• Required work
Each entry below is to be returned exactly, with any pictures left out.

(Saved entries)
════════════════════
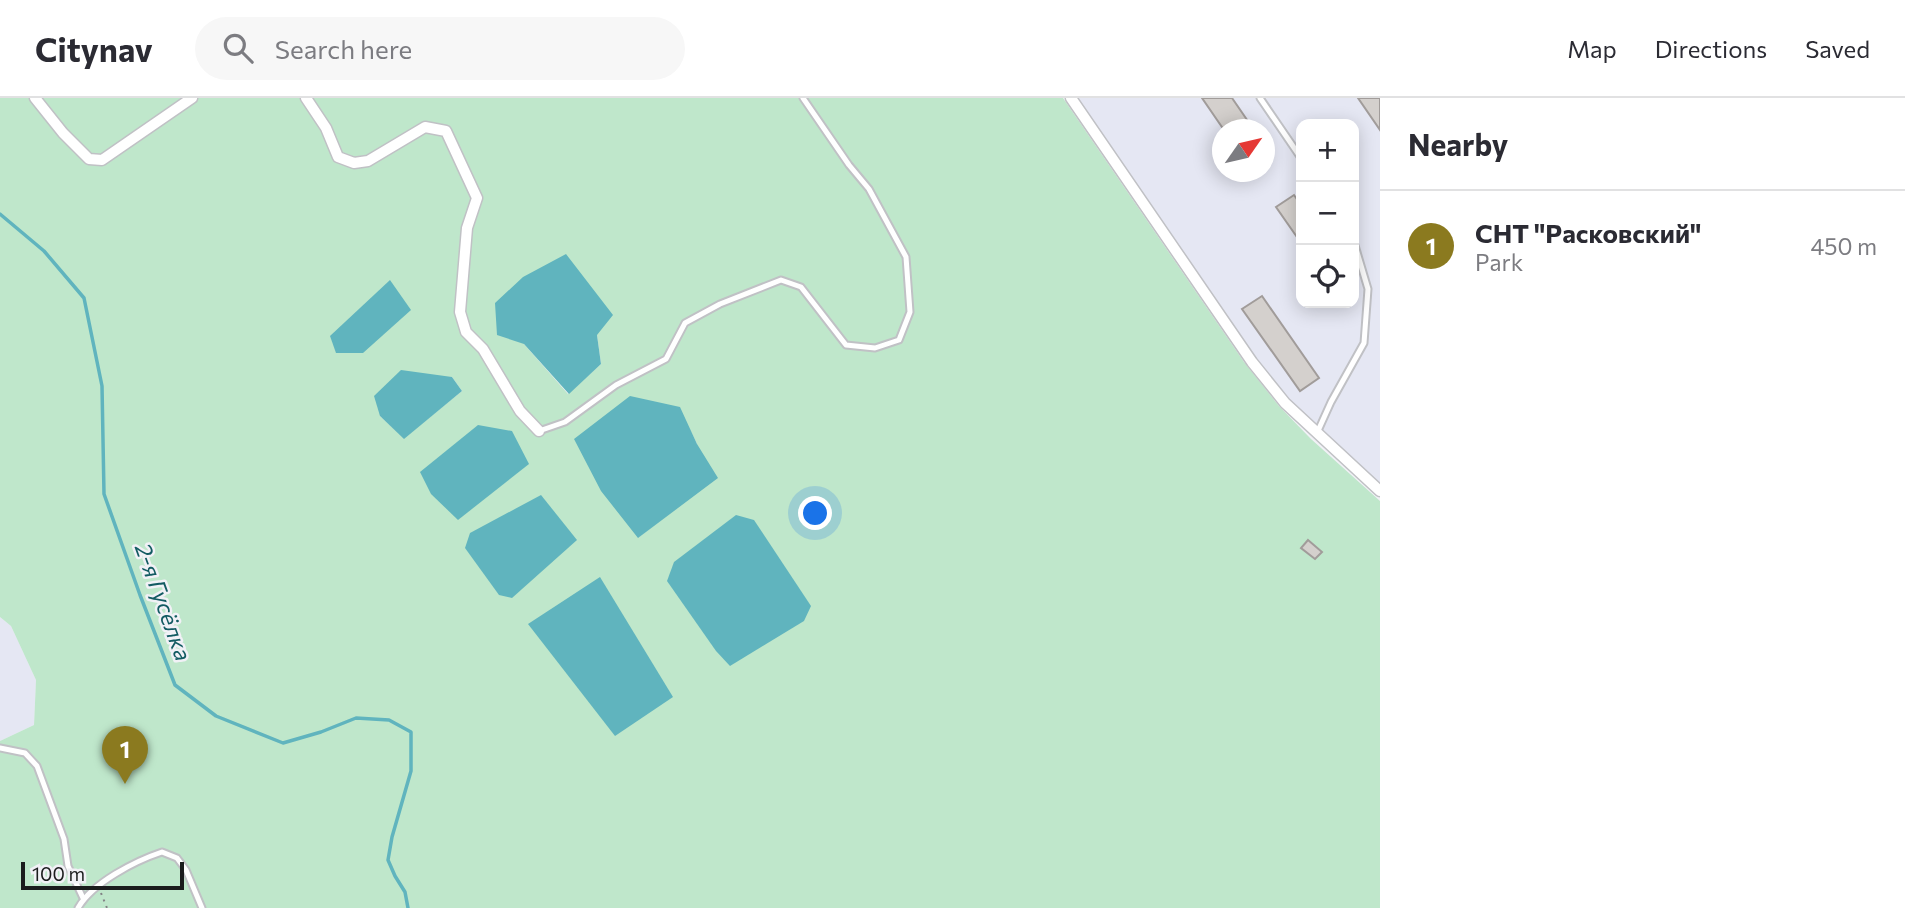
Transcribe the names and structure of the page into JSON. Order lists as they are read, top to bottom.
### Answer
{
  "water": ["2-я Гусёлка"],
  "scale_bar": "100 m",
  "north": "top right",
  "page": {
    "header": "Citynav",
    "search": "Search here",
    "nav": ["Map", "Directions", "Saved"],
    "heading": "Nearby",
    "map_buttons": ["+", "−"],
    "list": [
      {
        "mark": "1",
        "name": "СНТ \"Расковский\"",
        "note": "Park",
        "value": "450 m"
      }
    ],
    "pins": "1",
    "scale": "100 m"
  }
}
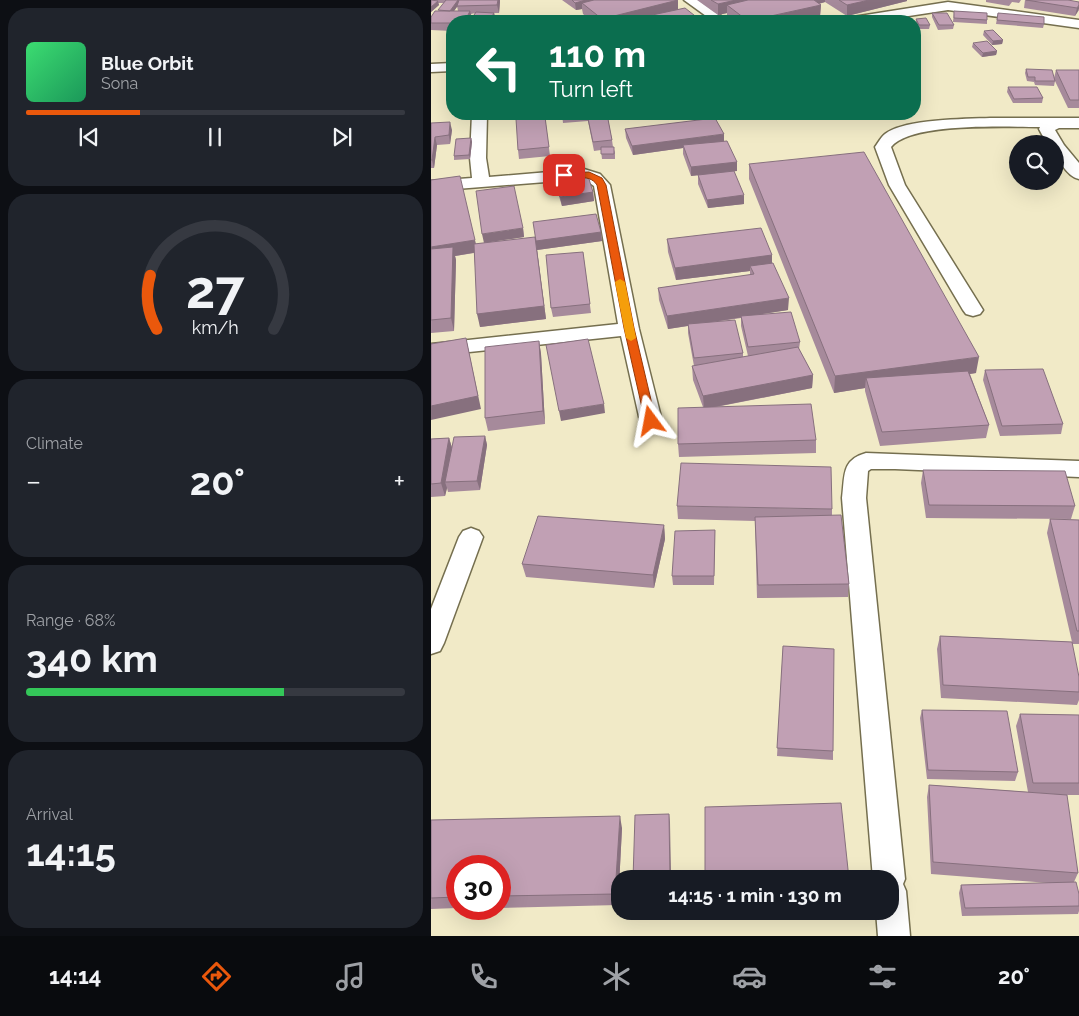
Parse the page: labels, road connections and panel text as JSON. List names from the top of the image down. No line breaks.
{"page":{"turn":["110 m","Turn left"],"song":["Blue Orbit","Sona"],"tile":["Climate",["Range · 68%","340 km"],["Arrival","14:15"]],"heat":["−","20°","+"],"limit":"30","trip":"14:15 · 1 min · 130 m","tabs":["14:14","20°"],"gauge":["27","km/h"]}}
════════════════════
• Finished task
Transcribe the names and structure of the page into JSON. Order lists as they are read, top to bottom.
### Answer
{
  "water": ["2-я Гусёлка"],
  "scale_bar": "100 m",
  "north": "top right",
  "page": {
    "header": "Citynav",
    "search": "Search here",
    "nav": ["Map", "Directions", "Saved"],
    "heading": "Nearby",
    "map_buttons": ["+", "−"],
    "list": [
      {
        "mark": "1",
        "name": "СНТ \"Расковский\"",
        "note": "Park",
        "value": "450 m"
      }
    ],
    "pins": "1",
    "scale": "100 m"
  }
}
Parse the page: labels, road connections and panel text as JSON. List names from the top of the image down. No line breaks.
{"page":{"turn":["110 m","Turn left"],"song":["Blue Orbit","Sona"],"tile":["Climate",["Range · 68%","340 km"],["Arrival","14:15"]],"heat":["−","20°","+"],"limit":"30","trip":"14:15 · 1 min · 130 m","tabs":["14:14","20°"],"gauge":["27","km/h"]}}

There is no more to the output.